WORK ORDER:
Check every line below, and copy those that include "grid".

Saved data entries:
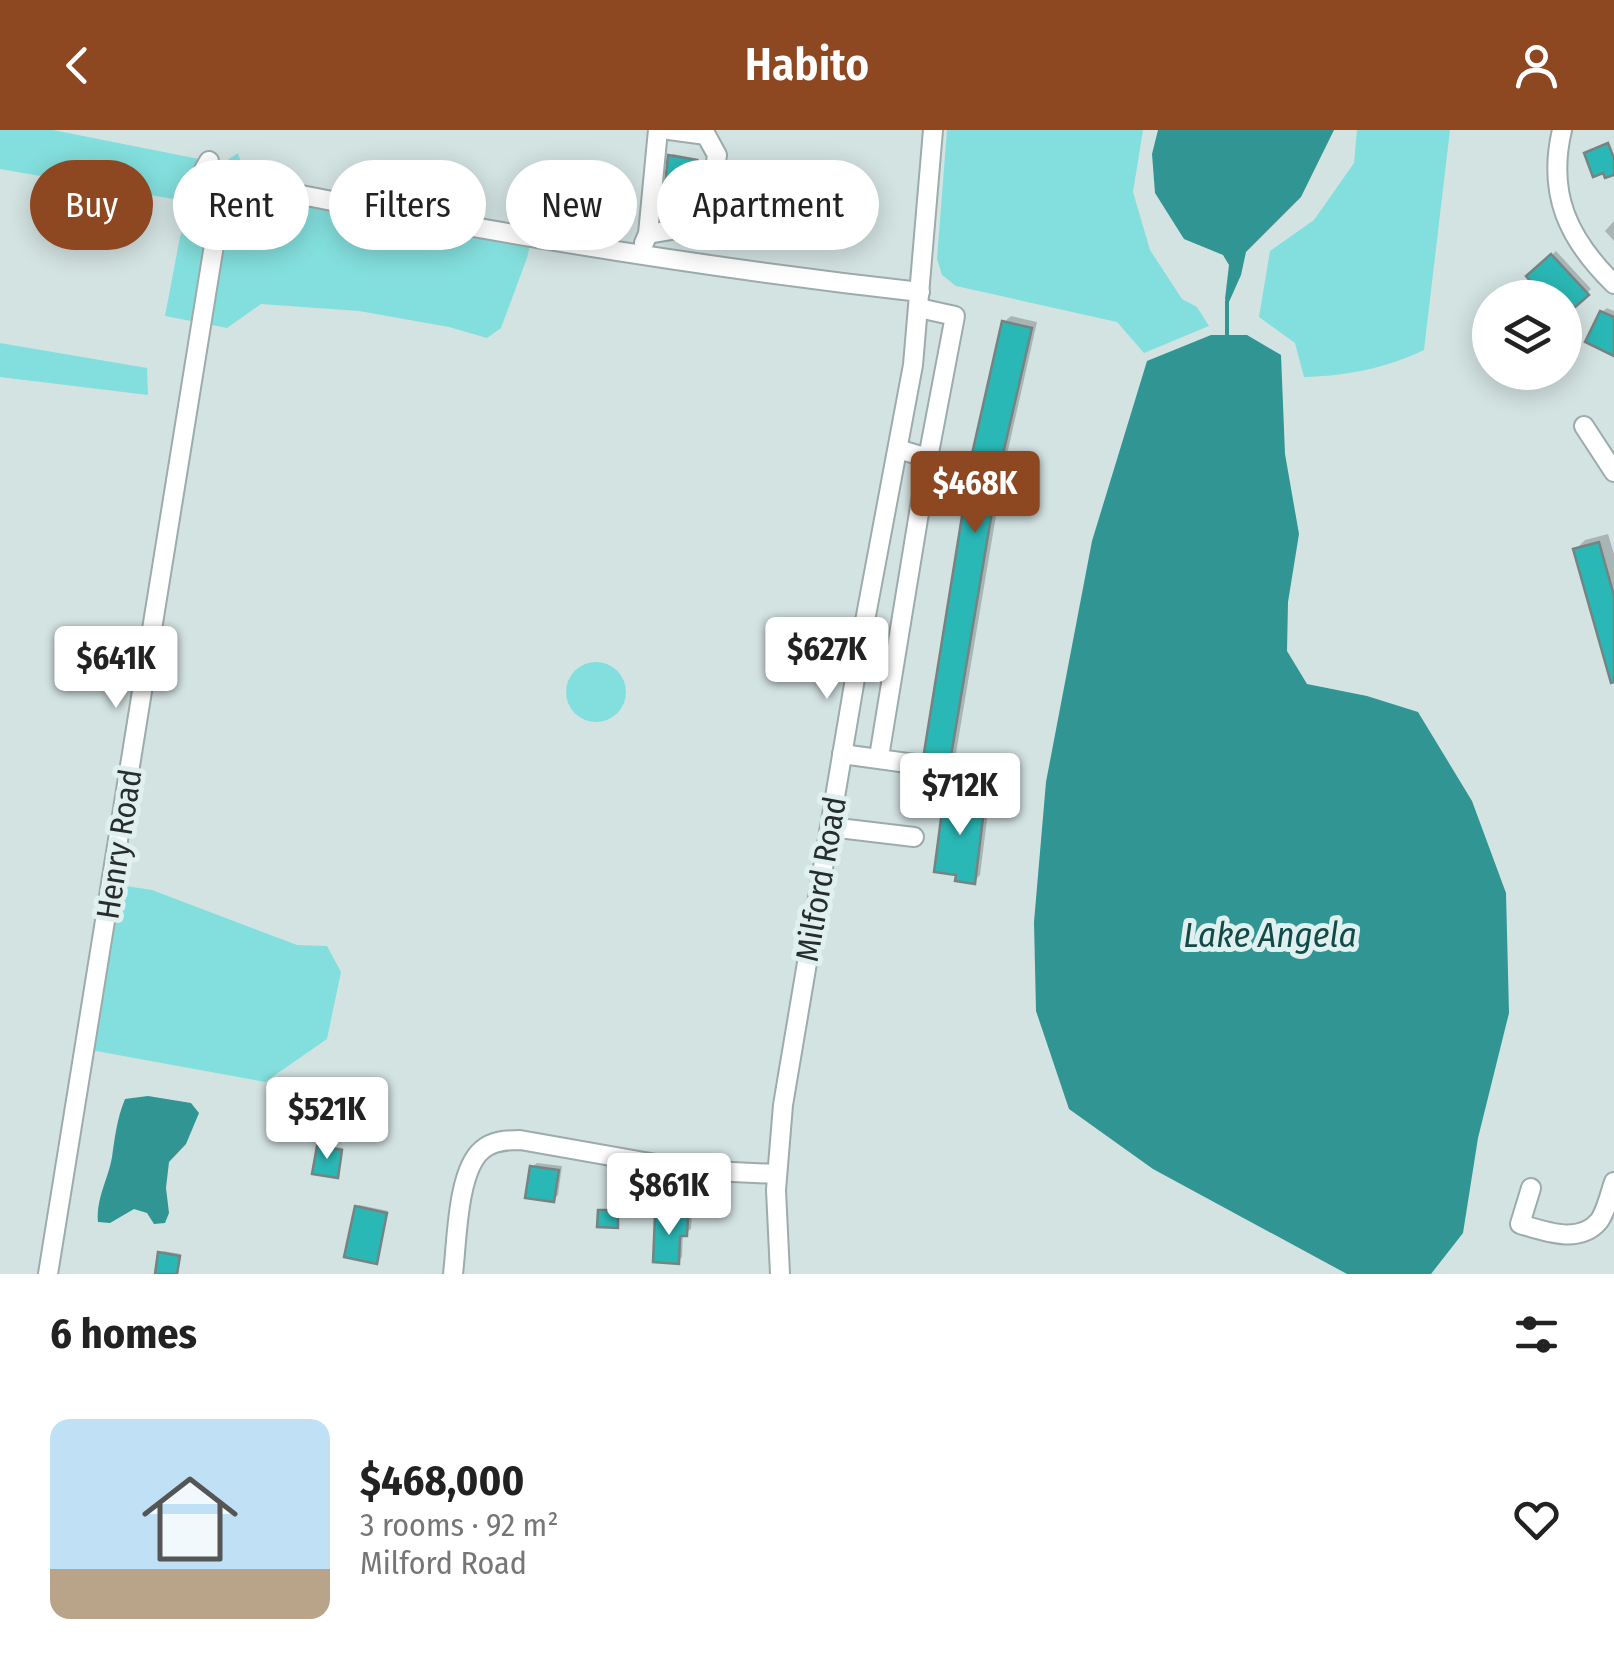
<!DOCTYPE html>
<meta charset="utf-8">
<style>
body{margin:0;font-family:"Fira Sans Condensed",sans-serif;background:#f2f2f2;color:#222;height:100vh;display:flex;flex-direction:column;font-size:38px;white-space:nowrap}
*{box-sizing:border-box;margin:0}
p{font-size:32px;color:#767676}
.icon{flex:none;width:55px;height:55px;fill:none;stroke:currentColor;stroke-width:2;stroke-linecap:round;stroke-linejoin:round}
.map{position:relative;height:1144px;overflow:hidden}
.drawer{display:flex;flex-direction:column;background:#fff;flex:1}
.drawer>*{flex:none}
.banner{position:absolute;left:30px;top:30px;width:1000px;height:90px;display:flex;gap:20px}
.controls{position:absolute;left:1472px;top:150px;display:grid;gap:20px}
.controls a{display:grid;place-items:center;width:110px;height:110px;border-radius:50%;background:#fff;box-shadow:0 5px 25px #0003;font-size:50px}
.price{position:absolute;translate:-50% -85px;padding:0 22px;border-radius:10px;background:#fff;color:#222;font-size:32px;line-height:65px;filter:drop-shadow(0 2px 5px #0008)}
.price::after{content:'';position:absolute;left:50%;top:60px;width:30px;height:22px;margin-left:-15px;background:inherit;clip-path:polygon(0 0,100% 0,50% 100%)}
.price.active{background:#8d4721;color:#fff}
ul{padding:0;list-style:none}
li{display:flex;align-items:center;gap:30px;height:250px;padding:0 50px}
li+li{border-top:2px solid #e0e0e0}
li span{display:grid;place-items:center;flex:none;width:280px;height:200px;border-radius:20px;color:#555}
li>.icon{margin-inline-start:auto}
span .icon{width:120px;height:120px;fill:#fffc;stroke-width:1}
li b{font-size:42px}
h2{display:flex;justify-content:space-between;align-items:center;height:120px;padding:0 50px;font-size:42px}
.tag{padding:0 35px;border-radius:45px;background:#fff;box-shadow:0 5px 25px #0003;font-size:35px;line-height:90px}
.tag.active{background:#8d4721;color:#fff}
header{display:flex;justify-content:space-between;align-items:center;height:130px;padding:0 50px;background:#8d4721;color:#fff;font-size:45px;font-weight:600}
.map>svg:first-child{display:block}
.green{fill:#83dfdd}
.water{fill:#309593}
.shadow{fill:#0003}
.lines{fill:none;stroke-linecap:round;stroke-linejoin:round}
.stream{stroke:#309593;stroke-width:4}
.building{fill:#2ab8b6;stroke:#758483;stroke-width:2.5}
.minor-casing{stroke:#9cabab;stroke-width:22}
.minor{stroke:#fff;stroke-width:18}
.labels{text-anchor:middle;stroke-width:10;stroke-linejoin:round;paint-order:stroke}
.street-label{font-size:32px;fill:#272d2c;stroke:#e0f0ef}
.water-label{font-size:35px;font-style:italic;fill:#104a49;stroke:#e0f0ef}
</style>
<header><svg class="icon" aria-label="back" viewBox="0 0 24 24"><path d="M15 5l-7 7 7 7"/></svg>Habito<svg class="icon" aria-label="person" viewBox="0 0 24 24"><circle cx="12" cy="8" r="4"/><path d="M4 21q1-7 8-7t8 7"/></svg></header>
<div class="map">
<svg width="1614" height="1144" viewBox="0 0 1614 1144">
<rect width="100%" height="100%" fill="#d3e3e2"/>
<g class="green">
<polygon points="0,0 53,0 209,31 226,31 238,23 248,57 532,106 527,128 501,198 487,208 449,197 359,181 261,174 227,198 165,186 180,107 192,76 179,70 0,39"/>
<polygon points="947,0 1143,0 1133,62 1150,120 1182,169 1197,177 1209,196 1144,223 1117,192 956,156 942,145 937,129"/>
<path d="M1357 0H1450L1424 220C1387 238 1345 246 1304 247L1295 213 1259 187 1270 121 1314 90 1354 33Z"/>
<polygon points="0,213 147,238 148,265 0,247"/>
<circle cx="596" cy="562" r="30"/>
<polygon points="113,754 152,760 297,815 327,816 341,842 327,909 265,952 85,919"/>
</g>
<g class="water">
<polygon points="1158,0 1334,0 1301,67 1246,122 1241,145 1229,172 1225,169 1229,135 1223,125 1184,109 1155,63 1152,24"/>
<polygon points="1211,205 1247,205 1281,225 1285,324 1299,404 1288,472 1287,521 1307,554 1367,566 1418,582 1472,671 1506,763 1509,883 1478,1008 1463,1103 1431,1144 1347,1144 1153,1039 1069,979 1036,881 1034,792 1046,652 1092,411 1147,231"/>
<path d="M148 966 191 973 199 983 186 1014 169 1032 166 1058 169 1083 165 1093 154 1094 147 1083 134 1079 110 1093 98 1092C96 1068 108 1050 112 1027 115 1007 117 988 125 969Z"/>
</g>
<g class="shadow">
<polygon points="673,24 699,29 688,76 670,27"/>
<polygon points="549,50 591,56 587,79 585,81 546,52"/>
<polygon points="1614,91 1614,111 1605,101"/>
<polygon points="1556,121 1591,159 1565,183 1565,168 1529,147"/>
<polygon points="1607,178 1614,181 1614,223 1602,182"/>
<polygon points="1011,186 1037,192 1004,338 956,623 949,630 1004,192"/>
<polygon points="1608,404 1614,424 1614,555 1575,420 1585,410"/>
<polygon points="953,661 990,666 980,745 974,751 946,667"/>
<polygon points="322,1015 343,1018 337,1045 319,1017"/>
<polygon points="537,1033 562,1036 558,1065 553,1070 532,1037"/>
<polygon points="359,1075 388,1081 376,1131 357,1077"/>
<polygon points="662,1082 692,1084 691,1099 683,1104 682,1127 678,1131 658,1087"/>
<polygon points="163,1121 181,1124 178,1144 157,1144"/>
</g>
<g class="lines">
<polyline class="stream" points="1227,171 1227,206"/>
</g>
<g class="building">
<polygon points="1608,13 1614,28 1614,45 1605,48 1603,43 1593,47 1584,23"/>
<polygon points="668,25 697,30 689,79 663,75"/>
<polygon points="544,51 590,58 586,84 540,77"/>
<polygon points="1551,124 1589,165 1565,186 1565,168 1545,168 1526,146"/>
<polygon points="1600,181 1614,187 1614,226 1585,212"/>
<polygon points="1002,191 1032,198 998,346 950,632 933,629 924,623 972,324"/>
<polygon points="1599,412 1614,466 1614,552 1611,553 1573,419"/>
<polygon points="944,666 985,671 975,754 955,751 956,745 934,742"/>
<polygon points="317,1016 342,1020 338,1048 312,1044"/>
<polygon points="530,1036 559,1040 554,1072 525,1068"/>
<polygon points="355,1076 387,1083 377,1134 344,1127"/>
<polygon points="598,1080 618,1080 618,1098 597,1097"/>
<polygon points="655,1086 688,1087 687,1106 680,1106 679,1134 653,1132"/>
<polygon points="158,1122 180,1126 177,1144 155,1144"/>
</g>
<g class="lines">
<defs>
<g id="minor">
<path d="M1562 0C1547 64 1568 109 1614 154"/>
<polyline points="209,31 205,38 236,64"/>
<polyline points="187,74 205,38"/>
<polyline points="707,94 790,103 829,85"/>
<polyline points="648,104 707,94 717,25 706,5 669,0"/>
<polyline points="644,113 648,104 658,0"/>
<polyline points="919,178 955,186 928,328"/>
<polyline points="1584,296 1614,342"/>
<polyline points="842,624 922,635"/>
<polyline points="879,627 928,328 898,319"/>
<polyline points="830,697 914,707"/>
<path d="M1531 1058 1520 1094C1544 1101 1579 1115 1599 1091 1606 1082 1610 1063 1614 1052"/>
<path d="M48 1144 214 115C219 96 224 63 247 58 256 55 271 60 281 61 492 103 706 138 920 162"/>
<path d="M453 1144C457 1112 457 1041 482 1020 492 1011 506 1010 520 1010L690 1040 777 1044"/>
<polyline points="780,1144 776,1060 783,975 862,507 913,235 933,0"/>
</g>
</defs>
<use href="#minor" class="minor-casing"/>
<use href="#minor" class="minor"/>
</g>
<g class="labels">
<g class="street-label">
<text transform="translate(119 714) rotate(-81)" y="11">Henry Road</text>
<text transform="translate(821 749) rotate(-80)" y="11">Milford Road</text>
</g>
<g class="water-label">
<text x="1270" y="817">Lake Angela</text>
</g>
</g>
</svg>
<div class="controls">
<a><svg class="icon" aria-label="layers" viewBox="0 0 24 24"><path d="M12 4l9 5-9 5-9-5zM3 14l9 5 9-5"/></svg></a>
</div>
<b class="price active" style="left:975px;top:406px">$468K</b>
<b class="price" style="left:827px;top:572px">$627K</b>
<b class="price" style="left:116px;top:581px">$641K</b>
<b class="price" style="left:960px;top:708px">$712K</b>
<b class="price" style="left:327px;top:1032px">$521K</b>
<b class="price" style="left:669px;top:1108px">$861K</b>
<div class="banner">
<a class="tag active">Buy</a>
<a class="tag">Rent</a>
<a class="tag">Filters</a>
<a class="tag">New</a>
<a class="tag">Apartment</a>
</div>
</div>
<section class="drawer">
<h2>6 homes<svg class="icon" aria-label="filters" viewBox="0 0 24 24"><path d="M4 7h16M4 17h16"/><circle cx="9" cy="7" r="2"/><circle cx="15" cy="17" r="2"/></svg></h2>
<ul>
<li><span style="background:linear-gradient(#bfe0f5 75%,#b9a48a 0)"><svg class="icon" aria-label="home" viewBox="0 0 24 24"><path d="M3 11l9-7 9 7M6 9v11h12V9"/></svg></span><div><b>$468,000</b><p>3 rooms · 92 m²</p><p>Milford Road</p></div><svg class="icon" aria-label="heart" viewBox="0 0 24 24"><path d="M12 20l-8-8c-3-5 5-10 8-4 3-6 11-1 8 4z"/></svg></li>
</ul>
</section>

TASK RESPONSE:
.controls{position:absolute;left:1472px;top:150px;display:grid;gap:20px}
.controls a{display:grid;place-items:center;width:110px;height:110px;border-radius:50%;background:#fff;box-shadow:0 5px 25px #0003;font-size:50px}
li span{display:grid;place-items:center;flex:none;width:280px;height:200px;border-radius:20px;color:#555}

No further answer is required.